Ketiga anggota itu, diketuai oleh Abdul Fatah dan dua anggotanya. Mereka lalu, naik ke lantai 3 Nusantara II. Mereka diterima oleh Wakil Ketua DPR RI, Pramono Anung.
"Begini saya ingin berikan dokumen bukti bahwa proses pemilihan BPK perlu dikaji. Karena Eddy Mulyadi sudah keluar dari jabatannya di BPK dua tahun lalu, tapi dari CV yang diberikan ke DPR dia bilang masih menjabat jadi deputi," ujar Abdul saat menyerahkan dokumen ke Pramono, Senin (22/9/2014).

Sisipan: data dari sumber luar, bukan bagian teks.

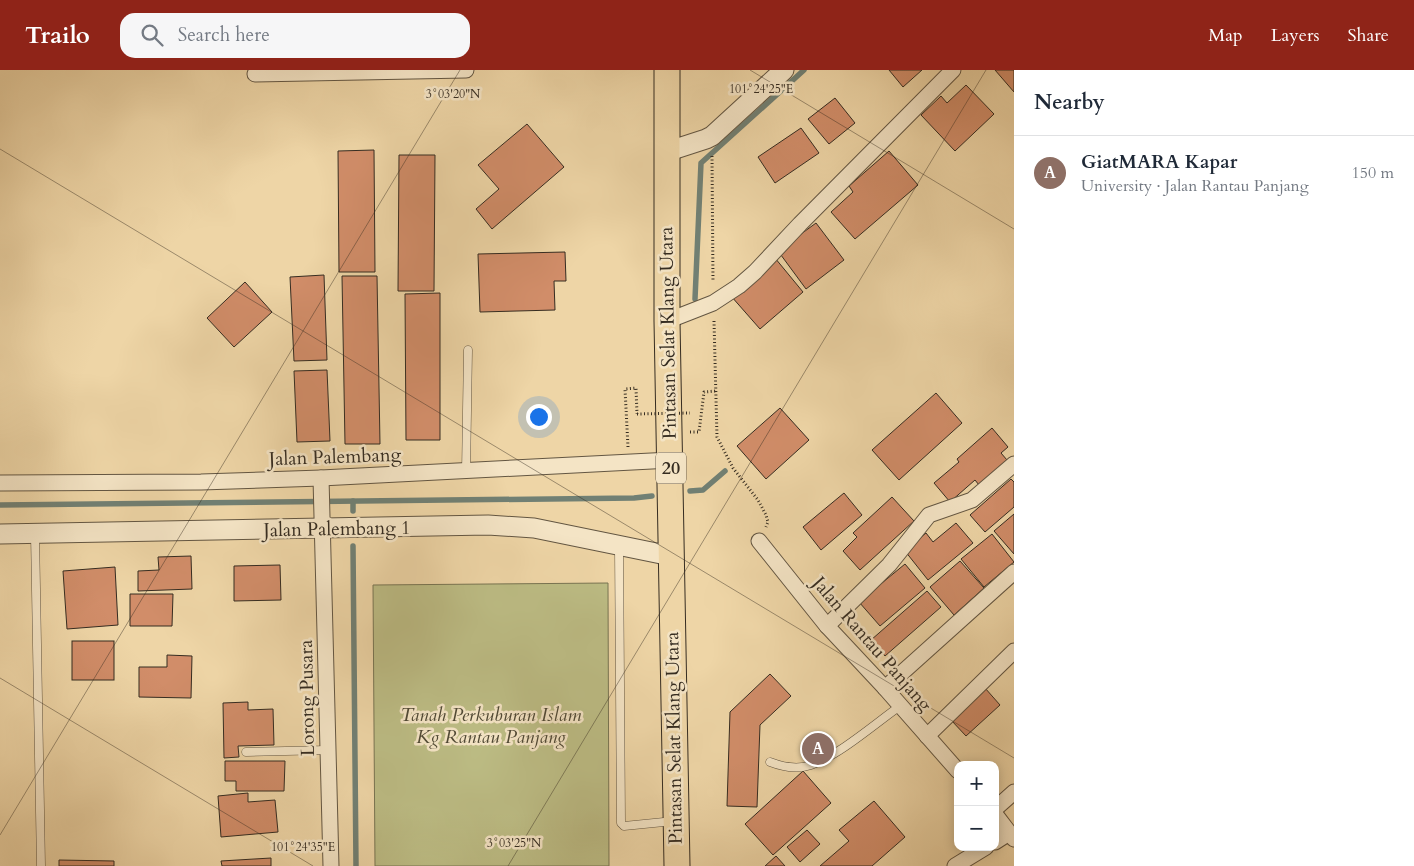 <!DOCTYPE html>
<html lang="en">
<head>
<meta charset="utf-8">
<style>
  :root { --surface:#fff; --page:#f6f6f7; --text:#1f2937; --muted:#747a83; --line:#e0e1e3; --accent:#8f2418 }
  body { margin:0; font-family:Cardo,serif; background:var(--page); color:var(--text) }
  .controls { position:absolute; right:15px; bottom:15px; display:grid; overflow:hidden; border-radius:10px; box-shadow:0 2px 12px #0003 }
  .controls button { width:45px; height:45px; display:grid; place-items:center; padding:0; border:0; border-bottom:1px solid var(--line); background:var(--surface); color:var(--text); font:25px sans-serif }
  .you { position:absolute; left:538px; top:346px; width:18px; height:18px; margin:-12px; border:4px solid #fff; border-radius:50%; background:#1a73e8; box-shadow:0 0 0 8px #1a73e833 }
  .badge { display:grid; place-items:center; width:32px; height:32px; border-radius:50%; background:var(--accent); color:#fff; font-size:16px; font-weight:700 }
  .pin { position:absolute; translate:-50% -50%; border:2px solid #fff; box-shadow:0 1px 5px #0006 }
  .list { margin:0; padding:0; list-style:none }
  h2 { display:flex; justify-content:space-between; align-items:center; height:65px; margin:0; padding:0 20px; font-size:21px }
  h2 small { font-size:16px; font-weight:400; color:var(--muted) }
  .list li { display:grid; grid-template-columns:32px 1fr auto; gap:15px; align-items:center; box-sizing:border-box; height:75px; padding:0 20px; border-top:1px solid var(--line) }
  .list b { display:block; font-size:19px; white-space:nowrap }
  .list p { margin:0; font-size:16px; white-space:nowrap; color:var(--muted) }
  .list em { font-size:16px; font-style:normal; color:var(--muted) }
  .icon { flex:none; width:28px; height:28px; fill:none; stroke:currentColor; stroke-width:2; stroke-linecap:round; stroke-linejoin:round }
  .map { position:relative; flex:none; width:1014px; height:796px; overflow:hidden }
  header { display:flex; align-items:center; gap:30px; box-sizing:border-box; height:70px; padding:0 25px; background:var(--accent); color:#fff }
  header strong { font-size:24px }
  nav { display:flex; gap:28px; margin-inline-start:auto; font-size:18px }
  .search { width:350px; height:45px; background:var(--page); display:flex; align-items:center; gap:12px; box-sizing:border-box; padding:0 18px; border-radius:15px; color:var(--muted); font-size:19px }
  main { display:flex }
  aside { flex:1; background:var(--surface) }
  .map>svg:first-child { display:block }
</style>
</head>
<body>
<header>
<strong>Trailo</strong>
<div class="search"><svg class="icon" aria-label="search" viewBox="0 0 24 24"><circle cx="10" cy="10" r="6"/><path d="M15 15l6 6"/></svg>Search here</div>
<nav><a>Map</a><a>Layers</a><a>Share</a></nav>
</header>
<main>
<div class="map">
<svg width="1014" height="796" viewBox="0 0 1014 796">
  <rect width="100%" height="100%" fill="#eed5a6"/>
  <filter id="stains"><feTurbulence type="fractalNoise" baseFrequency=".004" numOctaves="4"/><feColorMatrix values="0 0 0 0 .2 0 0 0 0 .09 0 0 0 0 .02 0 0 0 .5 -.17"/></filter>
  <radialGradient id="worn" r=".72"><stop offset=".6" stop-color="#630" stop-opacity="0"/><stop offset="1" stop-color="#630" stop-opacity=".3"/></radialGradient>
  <!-- green -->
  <path fill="#bcbc84" stroke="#787452" d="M608 513 609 796H375L373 515Z"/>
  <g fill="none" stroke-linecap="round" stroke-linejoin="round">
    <!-- stream -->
    <g stroke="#718074" stroke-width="5.5">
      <path d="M695 229 701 93 804 0"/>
      <path d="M690 421 703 420 725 401"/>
      <path d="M353 431V441"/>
      <path d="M0 435 634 428 652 426"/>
      <path d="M353 476 356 796"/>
    </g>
  </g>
  <!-- building -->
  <g fill="#d18d69" stroke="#352c21">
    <path d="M889 0H922L903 17Z"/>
    <path d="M995 0H1014V22Z"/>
    <path d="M966 15 994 44 955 81 921 45 941 26 947 33Z"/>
    <path d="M835 28 855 53 829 74 808 49Z"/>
    <path d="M527 54 564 97 492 159 476 139 499 119 478 95Z"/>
    <path d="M801 58 819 83 775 113 758 87Z"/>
    <path d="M374 80 375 202H339L338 81Z"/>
    <path d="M889 81 918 115 855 169 831 142 853 122 849 116Z"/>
    <path d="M399 85H435L434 221H398Z"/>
    <path d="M816 153 844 190 806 219 778 181Z"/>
    <path d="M565 182 566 211H554L555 240 480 242 478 184Z"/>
    <path d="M775 188 803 222 760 259 731 226Z"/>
    <path d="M324 205 327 290 294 291 290 207Z"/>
    <path d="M342 206H377L380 374H345Z"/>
    <path d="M245 212 272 242 234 277 207 248Z"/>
    <path d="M440 223V370H406L405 224Z"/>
    <path d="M327 300 330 371 297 372 294 301Z"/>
    <path d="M936 323 962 353 899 410 872 380Z"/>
    <path d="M780 338 809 370 766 409 737 376Z"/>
    <path d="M992 358 1008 377 1001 383 1007 390 979 415 975 410 950 432 934 413 959 392 957 389Z"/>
    <path d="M1011 409 1014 412V437L985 462 970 445Z"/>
    <path d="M844 423 862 445 821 480 803 457Z"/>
    <path d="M892 427 914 451 860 500 843 481 857 467 853 463Z"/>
    <path d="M1014 444V484L994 461Z"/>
    <path d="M956 453 973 473 928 510 905 481 926 463 933 472Z"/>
    <path d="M992 464 1014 492 984 517 961 489Z"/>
    <path d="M191 486 192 519 138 521V501L159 500 158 487Z"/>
    <path d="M960 491 984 518 954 545 930 517Z"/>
    <path d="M905 494 925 518 880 556 859 532Z"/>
    <path d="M280 495 281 530 234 531V496Z"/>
    <path d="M115 497 118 555 67 559 63 501Z"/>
    <path d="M927 521 941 537 885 586 871 570Z"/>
    <path d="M130 524H173L172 556H130Z"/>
    <rect x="72" y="571" width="42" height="39"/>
    <path d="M167 585 192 586 191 628 139 627V597H167Z"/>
    <path d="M770 604 791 626 760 655 757 737 727 736 730 642Z"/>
    <path d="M985 618 1000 635 966 666 951 650Z"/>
    <path d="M248 632V640L273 639 274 675 238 676 239 687 224 688 223 633Z"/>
    <path d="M225 691H285L284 721H236V711H225Z"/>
    <path d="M803 701 831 733 773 785 745 754Z"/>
    <path d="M248 723V732L275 730 278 762 221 767 218 726Z"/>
    <path d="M874 731 905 767 872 796H820L849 771 839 760Z"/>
    <path d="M807 760 820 774 800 792 787 777Z"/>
    <path d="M776 786 785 796H765Z"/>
    <path d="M271 788V796H222L221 791Z"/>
    <path d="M59 790 114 791V796H59Z"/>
  </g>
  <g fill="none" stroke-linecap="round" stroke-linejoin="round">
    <defs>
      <g id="service">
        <path d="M466 402 468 280"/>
        <path d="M35 464 41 796"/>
        <path d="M619 476 621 753 624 756 674 751"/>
        <path d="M246 682 328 680"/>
        <path d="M770 692C783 697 797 700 811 695 838 686 876 653 900 636"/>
      </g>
      <g id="minor">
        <path d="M255 4 466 0"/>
        <path d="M667 251 713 233 739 216 755 202 800 154 953 0"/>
        <path d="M321 408 331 796"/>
        <path d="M0 413 201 412 321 408 671 390"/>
        <path d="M759 471 827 556 885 618 958 701"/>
        <path d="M827 556 889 495 929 445 972 430 1014 394"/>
        <path d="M885 618 1014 502"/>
        <path d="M927 666 1014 581"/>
        <path d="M995 739 1014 722"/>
        <path d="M995 744 1014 769"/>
        <path d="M995 772 1009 763"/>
        <path d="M955 796 986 777"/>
      </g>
      <g id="tertiary">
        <path d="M666 82 706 69 712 66 784 0"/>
        <path d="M0 464 488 455 534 458 671 486"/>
      </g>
      <path id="trunk" d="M667 0V251L677 796"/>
    </defs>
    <!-- service casing -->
    <use href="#service" stroke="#635642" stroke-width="9"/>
    <!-- minor casing -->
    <use href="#minor" stroke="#635642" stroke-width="17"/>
    <!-- tertiary casing -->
    <use href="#tertiary" stroke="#635642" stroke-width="21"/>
    <!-- trunk casing -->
    <use href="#trunk" stroke="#352c21" stroke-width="27"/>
    <!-- path -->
    <g stroke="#352c21" stroke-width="3" stroke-dasharray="1 2.5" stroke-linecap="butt">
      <path d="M712 86 713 212"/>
      <path d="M714 251 717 367 733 398 758 430 766 445 768 452 766 457"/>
      <path d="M690 362H699L704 322 716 321"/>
      <path d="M628 377 625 319 636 318 637 344"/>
    </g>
    <!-- service -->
    <use href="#service" stroke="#f4e4c5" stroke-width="8"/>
    <!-- minor -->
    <use href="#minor" stroke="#f4e4c5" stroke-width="15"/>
    <!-- tertiary -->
    <use href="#tertiary" stroke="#f4e4c5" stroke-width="19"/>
    <!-- trunk -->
    <use href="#trunk" stroke="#eed5a6" stroke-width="25"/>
    <!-- path-bridge -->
    <path stroke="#352c21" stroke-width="3" stroke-dasharray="1 2.5" stroke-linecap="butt" d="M637 344 690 343"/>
  </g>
  <!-- ticks -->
  <path fill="none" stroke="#352c21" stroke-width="1" stroke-opacity="0.45" d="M750 0 1014 159M0 79 1014 688M0 608 313 796M0 765 460 0M508 796 986 0"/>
  <g text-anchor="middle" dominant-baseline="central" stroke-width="5" stroke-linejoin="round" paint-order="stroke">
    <!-- shield labels -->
    <rect fill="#f4e4c5" stroke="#6e6352" stroke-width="1" x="656" y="382.5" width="30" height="31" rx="4"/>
    <g font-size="18" font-weight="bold" fill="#352c21">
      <text x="671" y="398">20</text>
    </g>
    <!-- street labels -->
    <g font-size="19" fill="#352c21" stroke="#f4e4c5">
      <text transform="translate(668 263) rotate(-91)">Pintasan Selat Klang Utara</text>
      <text transform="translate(335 387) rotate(-2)">Jalan Palembang</text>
      <text transform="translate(337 459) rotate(-1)">Jalan Palembang 1</text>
      <text transform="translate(872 574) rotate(49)">Jalan Rantau Panjang</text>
      <text transform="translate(307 628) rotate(-91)">Lorong Pusara</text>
      <text transform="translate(674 668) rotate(-91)">Pintasan Selat Klang Utara</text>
    </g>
    <!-- park labels -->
    <g font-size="19" font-style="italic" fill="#504935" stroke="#f4e4c5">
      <text x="491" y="645">Tanah Perkuburan Islam<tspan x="491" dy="22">Kg Rantau Panjang</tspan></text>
    </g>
  </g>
  <g font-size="12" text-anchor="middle" fill="#352c21" stroke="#f4e4c5" stroke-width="5" stroke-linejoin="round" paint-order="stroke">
    <text x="761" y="23">101°24'25"E</text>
    <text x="453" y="28">3°03'20"N</text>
    <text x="514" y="777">3°03'25"N</text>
    <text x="303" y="781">101°24'35"E</text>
  </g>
  <rect width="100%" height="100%" filter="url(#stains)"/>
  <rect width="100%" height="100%" fill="url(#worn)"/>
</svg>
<div class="controls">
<button>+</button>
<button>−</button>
</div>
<div class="you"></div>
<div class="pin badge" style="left:818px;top:679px;background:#8d6e63">A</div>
</div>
<aside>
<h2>Nearby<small></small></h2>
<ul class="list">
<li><span class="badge" style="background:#8d6e63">A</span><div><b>GiatMARA Kapar</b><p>University · Jalan Rantau Panjang</p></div><em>150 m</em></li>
</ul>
</aside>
</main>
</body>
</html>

Pramono yang mendapat surat tersebut menerima dan berjanji akan membahas ini dalam sidang paripurna nanti. "Kita akan menegakkan aturan yang ada. Siapapun calon yang ada nanti akan diputuskan di Paripurna. Karena dalam rapat tersebut ada kewenangan," jelas Pramono.
Pramono juga mengatakan, jika memang dalam prosesnya ditemukan hal yang tidak wajar, siapapun calon yang bermasalah tidak akan kita teruskan. "Paripurna besok terhadap nama tidak masalah kita teruskan. Yang bermasalah tidak akan diteruskan," tutup Pramono.